▶ _Exercise_: Please return every line of the records that contains the word "numbers".

==== Material for the task

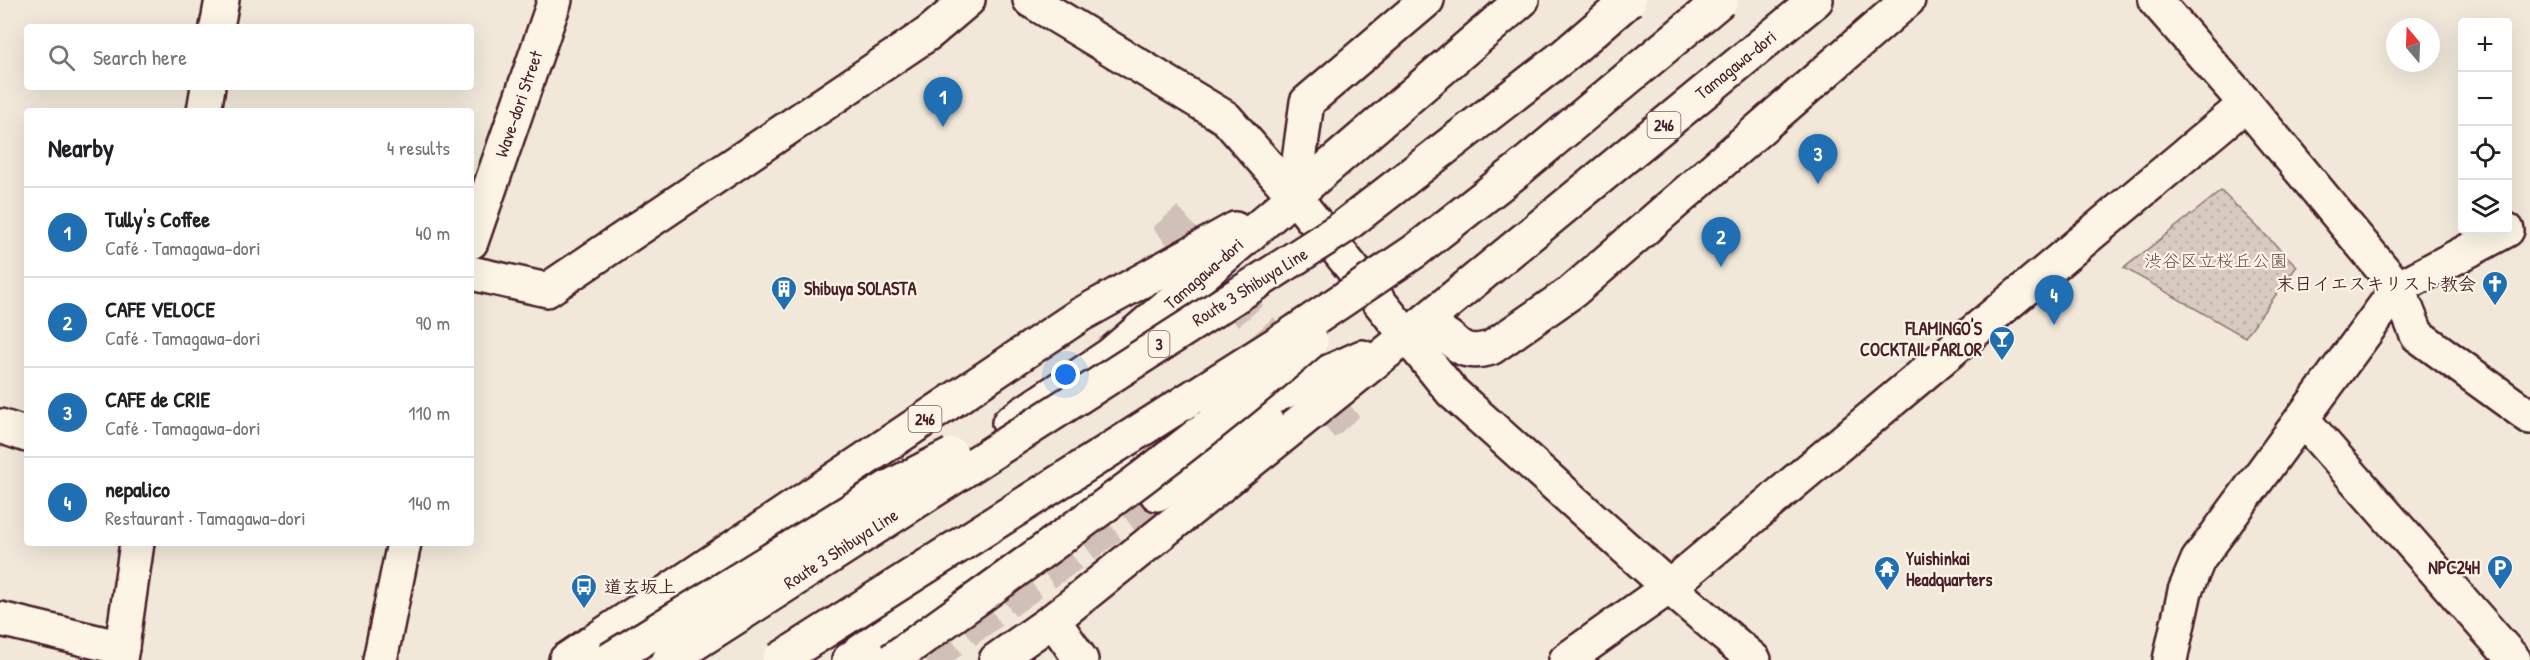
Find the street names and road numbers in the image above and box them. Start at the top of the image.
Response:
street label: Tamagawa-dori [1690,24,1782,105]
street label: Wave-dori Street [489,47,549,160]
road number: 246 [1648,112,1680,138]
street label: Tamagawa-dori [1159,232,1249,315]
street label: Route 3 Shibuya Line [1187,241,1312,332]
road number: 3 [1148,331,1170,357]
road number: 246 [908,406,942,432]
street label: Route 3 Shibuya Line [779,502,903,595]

========
==== Material for the task

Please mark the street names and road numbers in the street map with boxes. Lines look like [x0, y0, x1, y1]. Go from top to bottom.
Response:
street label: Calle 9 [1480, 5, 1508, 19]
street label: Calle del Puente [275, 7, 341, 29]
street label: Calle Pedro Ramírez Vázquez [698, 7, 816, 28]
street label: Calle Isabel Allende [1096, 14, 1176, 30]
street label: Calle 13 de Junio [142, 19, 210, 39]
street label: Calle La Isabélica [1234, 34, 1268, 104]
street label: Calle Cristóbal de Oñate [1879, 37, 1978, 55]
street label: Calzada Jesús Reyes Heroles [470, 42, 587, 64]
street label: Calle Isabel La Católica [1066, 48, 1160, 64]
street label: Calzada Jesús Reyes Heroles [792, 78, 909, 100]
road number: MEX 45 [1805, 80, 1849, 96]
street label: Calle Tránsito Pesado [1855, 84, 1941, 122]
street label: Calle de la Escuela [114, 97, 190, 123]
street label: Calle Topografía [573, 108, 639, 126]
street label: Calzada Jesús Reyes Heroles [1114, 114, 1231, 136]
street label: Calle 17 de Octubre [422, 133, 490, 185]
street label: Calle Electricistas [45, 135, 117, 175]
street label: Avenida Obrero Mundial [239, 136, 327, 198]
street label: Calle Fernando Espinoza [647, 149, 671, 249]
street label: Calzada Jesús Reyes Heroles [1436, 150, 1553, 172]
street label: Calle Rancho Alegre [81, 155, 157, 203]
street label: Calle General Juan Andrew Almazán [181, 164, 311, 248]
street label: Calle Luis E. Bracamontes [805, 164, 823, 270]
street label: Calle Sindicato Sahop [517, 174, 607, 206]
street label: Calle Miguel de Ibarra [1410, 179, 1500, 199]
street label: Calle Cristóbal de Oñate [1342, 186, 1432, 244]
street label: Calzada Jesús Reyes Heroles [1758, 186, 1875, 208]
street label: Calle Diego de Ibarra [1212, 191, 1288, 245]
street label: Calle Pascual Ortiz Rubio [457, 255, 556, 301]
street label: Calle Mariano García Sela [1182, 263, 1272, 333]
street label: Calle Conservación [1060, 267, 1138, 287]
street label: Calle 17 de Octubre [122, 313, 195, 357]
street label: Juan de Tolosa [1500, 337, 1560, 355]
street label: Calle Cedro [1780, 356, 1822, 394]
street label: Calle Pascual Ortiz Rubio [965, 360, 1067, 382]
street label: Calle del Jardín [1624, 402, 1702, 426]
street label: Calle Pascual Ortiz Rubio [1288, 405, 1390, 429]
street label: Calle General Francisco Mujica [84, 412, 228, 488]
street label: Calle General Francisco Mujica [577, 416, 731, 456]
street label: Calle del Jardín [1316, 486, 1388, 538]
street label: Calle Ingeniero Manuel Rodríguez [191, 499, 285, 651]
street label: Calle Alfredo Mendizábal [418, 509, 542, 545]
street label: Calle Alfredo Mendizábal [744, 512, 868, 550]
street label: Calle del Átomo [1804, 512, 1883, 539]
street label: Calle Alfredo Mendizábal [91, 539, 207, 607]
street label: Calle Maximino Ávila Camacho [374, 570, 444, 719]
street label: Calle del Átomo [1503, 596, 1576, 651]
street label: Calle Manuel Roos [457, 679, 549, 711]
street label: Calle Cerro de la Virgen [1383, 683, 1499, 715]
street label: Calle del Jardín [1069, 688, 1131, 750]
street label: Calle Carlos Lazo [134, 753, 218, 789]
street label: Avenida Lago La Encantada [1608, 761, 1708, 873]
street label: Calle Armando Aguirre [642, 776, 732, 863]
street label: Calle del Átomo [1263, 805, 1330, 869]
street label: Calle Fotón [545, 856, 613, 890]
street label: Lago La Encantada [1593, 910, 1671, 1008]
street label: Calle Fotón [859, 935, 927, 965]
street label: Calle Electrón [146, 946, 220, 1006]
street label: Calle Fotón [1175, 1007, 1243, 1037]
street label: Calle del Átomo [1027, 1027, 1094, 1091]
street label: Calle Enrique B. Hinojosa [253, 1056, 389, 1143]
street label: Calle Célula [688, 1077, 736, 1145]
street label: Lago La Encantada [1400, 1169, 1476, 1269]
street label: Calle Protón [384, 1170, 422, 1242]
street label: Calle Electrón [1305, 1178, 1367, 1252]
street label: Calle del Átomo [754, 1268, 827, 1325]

========

▶ _Response for this exercise_:
Find the street names and road numbers in the image above and box them. Start at the top of the image.
Please mark the street names and road numbers in the street map with boxes. Lines look like [x0, y0, x1, y1]. Go from top to bottom.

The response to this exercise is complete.